One Step at a Time

Psalty, the singing hymnbook, was popular when our kids were small, his character in musical scripts made them catchy and upbeat about encountering the trials of life with a song in your heart and on your lips.

In the last couple of chaotic weeks, with teachers and students meeting all kinds of challenges, it seems that the world could use that approach, too.   In Psalty’s camping adventure, climbing the mountain is proving very difficult, but not if the campers remember to take “one step at a time.”  Or, as my preschooler, singing around the house, pronounced it:  “one ‘tep at a time.”   We still quote her phrase when any one of us is in need of encouragement or perseverance.

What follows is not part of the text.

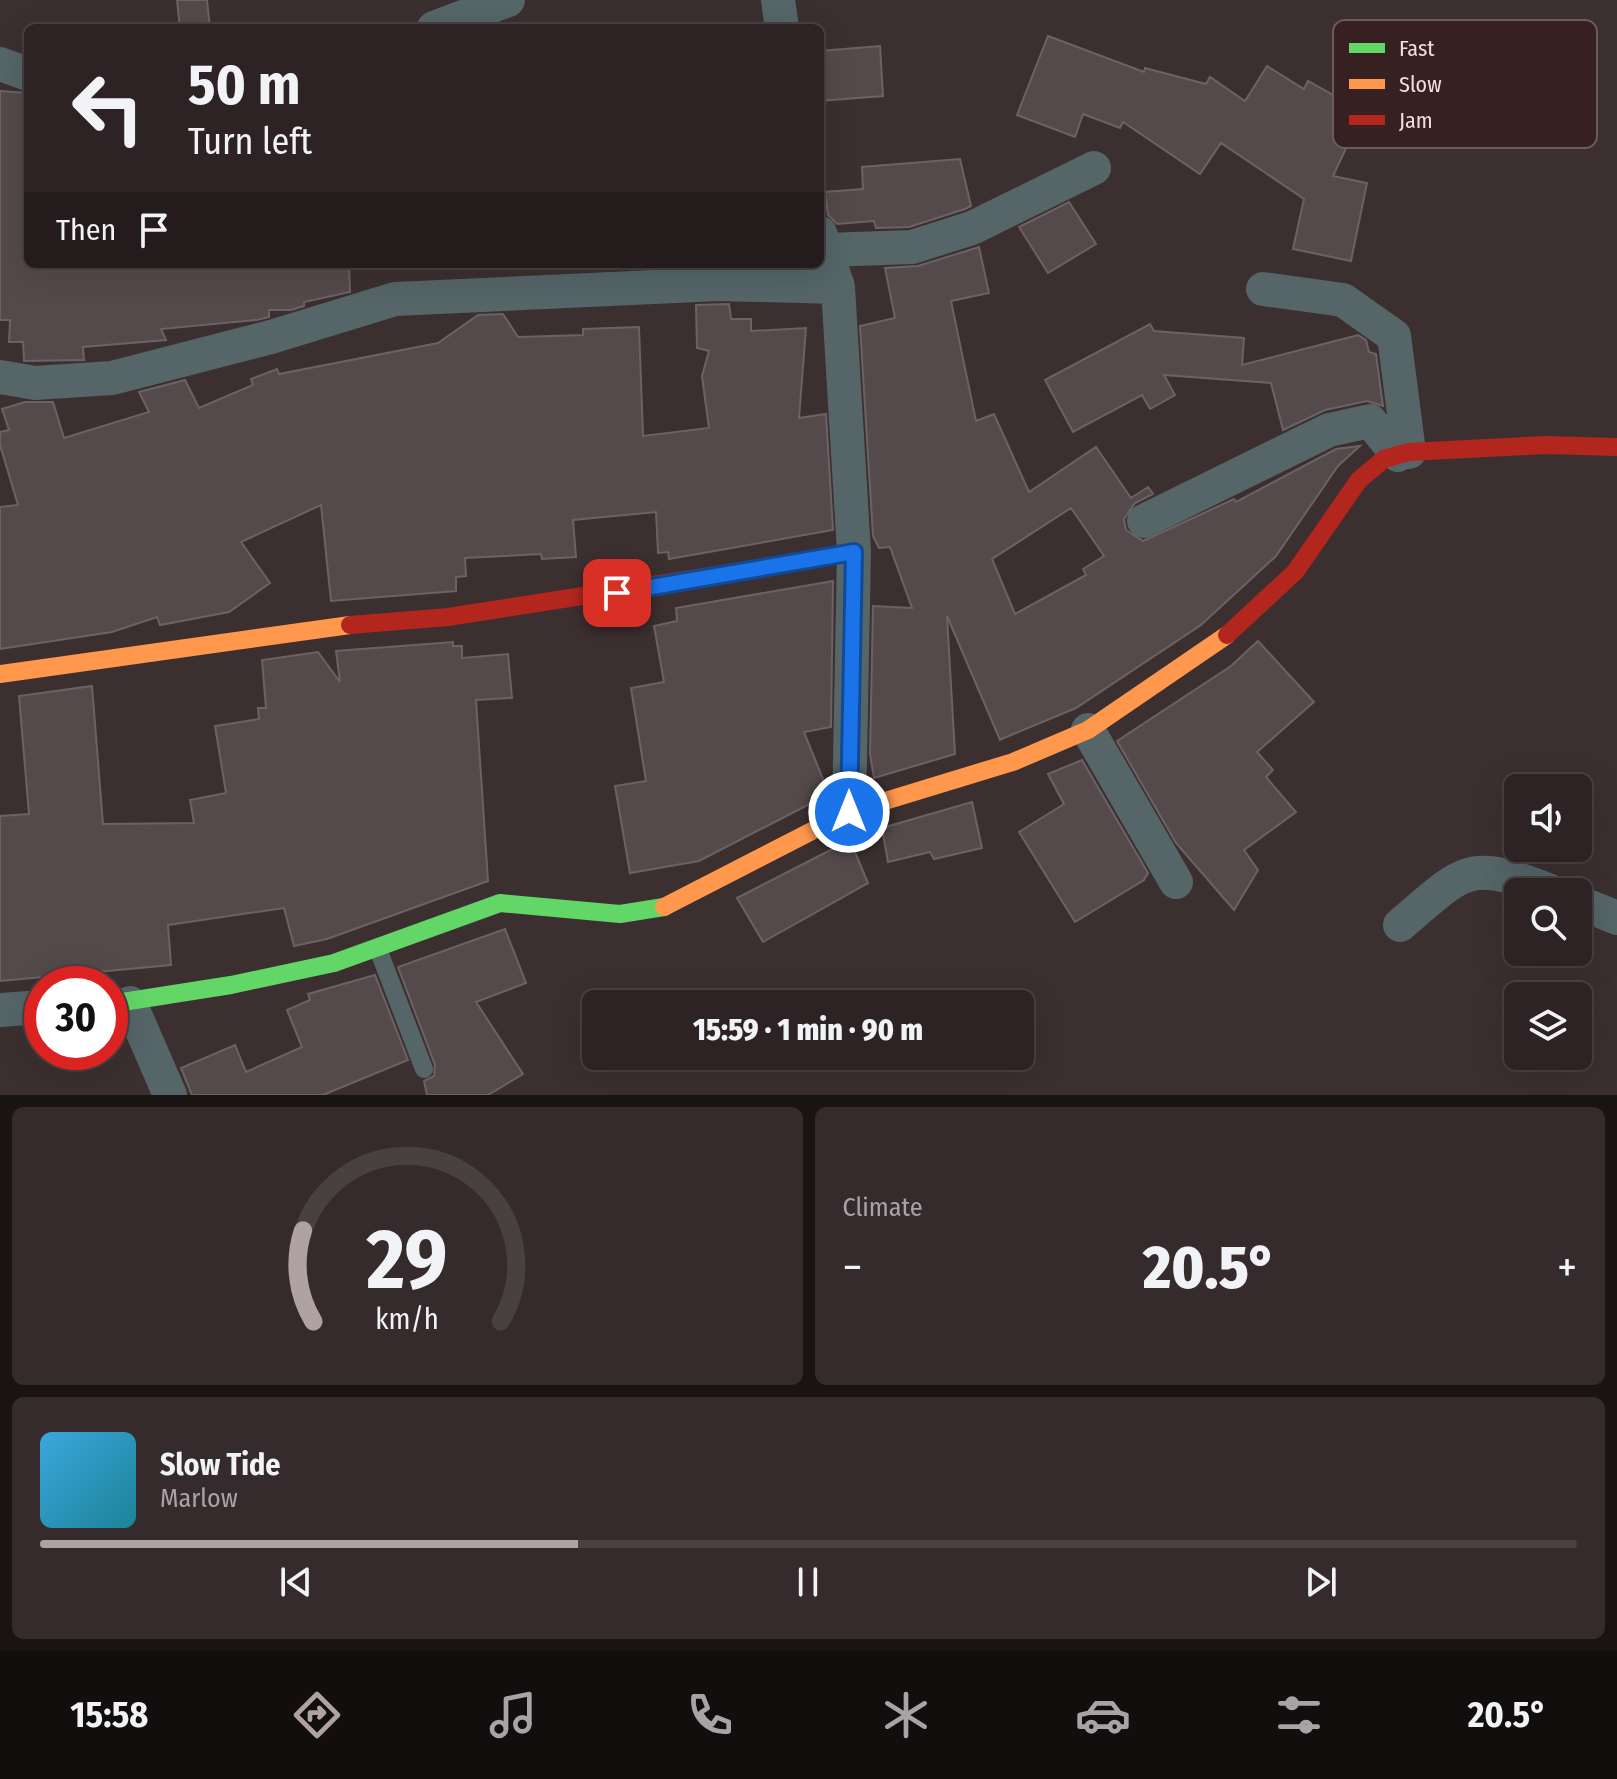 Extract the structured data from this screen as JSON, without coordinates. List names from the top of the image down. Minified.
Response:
{"legend":["Fast","Slow","Jam"],"page":{"turn":["50 m","Turn left"],"then":"Then","limit":"30","trip":"15:59 · 1 min · 90 m","tile":"Climate","heat":["−","20.5°","+"],"song":["Slow Tide","Marlow"],"tabs":["15:58","20.5°"],"gauge":["29","km/h"]}} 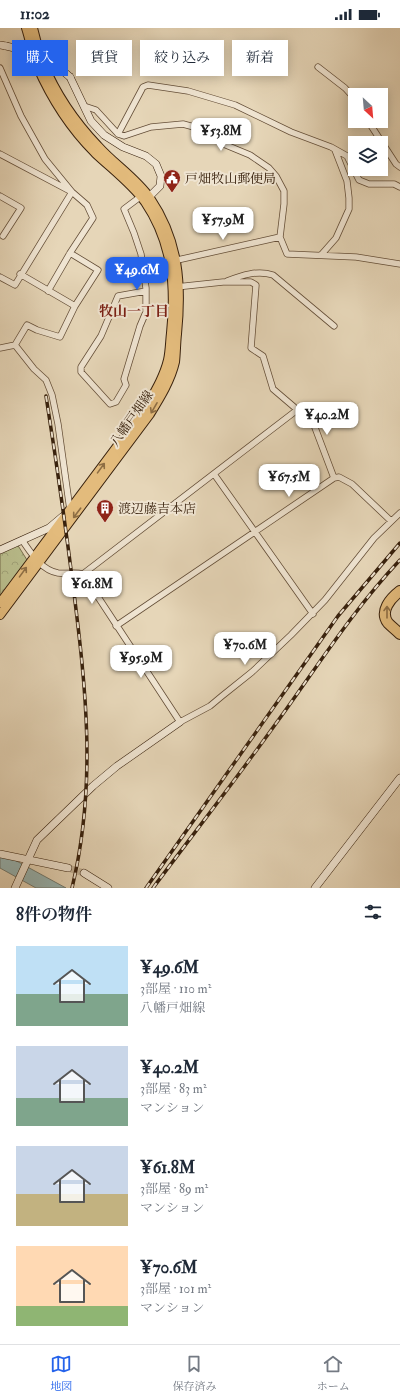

In her TED talk, resilience researcher Lucy Hone gives a heartfelt talk about how people cope with the inevitable hard times, how she lived through the loss she experienced that took all her abstract research and made it very real.  After posing a series of difficult situations to her audience, and asking them to stand if they were affected, there were very few left sitting.

We feel less alone if we understand that suffering is part of being human,  Those who have suffered intuit the suffering of others,  begin to reach out to them.  They learn to be grateful for the beauties of the small things all around them.

In her book, “Everything Happens for a Reason,”  author Kate Bowler talks about the gentleness of the oncologist who reminded her as she faced her worst fears: “Don’t skip to the end.”    Jesus told his followers not to take any more than one day at a time.   None of us can successfully predict the future, though we do our best to plan for contingencies.

Now that the kids are grown, I find that the person who has most benefited from Psalty’s cheerleading song is me.  I can let stress and worry about kids and grandkids and our community take over, or give it over in prayer, then concentrate on just doing the next thing as best as I can.  As my husband plots his garden path, his home-fashioned garden stones are laid down one at a time.

While COVID-19 is a struggle for Canadians, most of us have shelter and our basic needs are being met.  Fall has its joys, too, the cooler days tempting us to cook delicious soups that simmer for long hours, or bake a fresh batch of oatmeal cookies.

There is so much to be thankful for!  So we keep going.   One ‘tep at a time.

From Scratch

“If you wish to make
an apple pie
from scratch,
You must first
invent the universe.”

Carl Sagan

Anthem

All creation has a language,
Words to say what must be said
All day long the heavens whisper,
Signing words in scarlet red.
Amber rays and crimson rainbows
Twinkling stars and flashing light
Punctuate the heavens’ statement
“God is glorious, perfect, right.”

All day long the sun proclaims it
Like a Bridegroom dressed in white
Coming from His tent to greet them
All His guests feel his delight.
Words of love and warmth He whispers
Warming all who hear His voice
“Oh, be glad and share My table,
Dance and celebrate . . . rejoice!”

All creation sings His praises
Earth and heaven praise His name
All who live come join the chorus
Find the words His love proclaim.

Gloria Gaither, Michael W. Smith

It took a bit of digging, but I finally found my old tape on which Steve Green sings this beautiful anthem of praise, part of his collection The Mission.  Though our digital age has progressed light years beyond music on tape, to me it still feels like it’s not yet time to let my collection go.  Amazing, then, that while technology has continued to evolve, the content of this song still rings so true.

Just this week, a friend was talking about how astronomers continue to find worlds beyond worlds in the heavens. This is just one area of our creation.  In a myriad of fields, people spend lifetimes, their curiosity leading them to more and more awesome discoveries, more and more questions.  Surely this wonder and awe at creation is something beyond all differences and divisions of religion, something we all can share, God talking in pictures to each one of us.  The Anthem echoes Psalm 19:

“The heavens declare the glory of God; the skies proclaim the work of his hands.  Day after day they pour forth speech, night after night, they reveal knowledge.  They have no speech, they use no words; no sound is heard from them.  Yet their voice goes out into all the earth, their words to the end of the world . . . “

And so, in this common grace, all tribes and peoples are given the opportunity to truly worship the Creator.  Conversely, as the apostle Paul notes, none of has an excuse for unbelief: when we are unwilling to acknowledge this amazing Designer, we are forever illiterate, unable to decipher the awesome messages His world conveys of God’s grandeur and glory.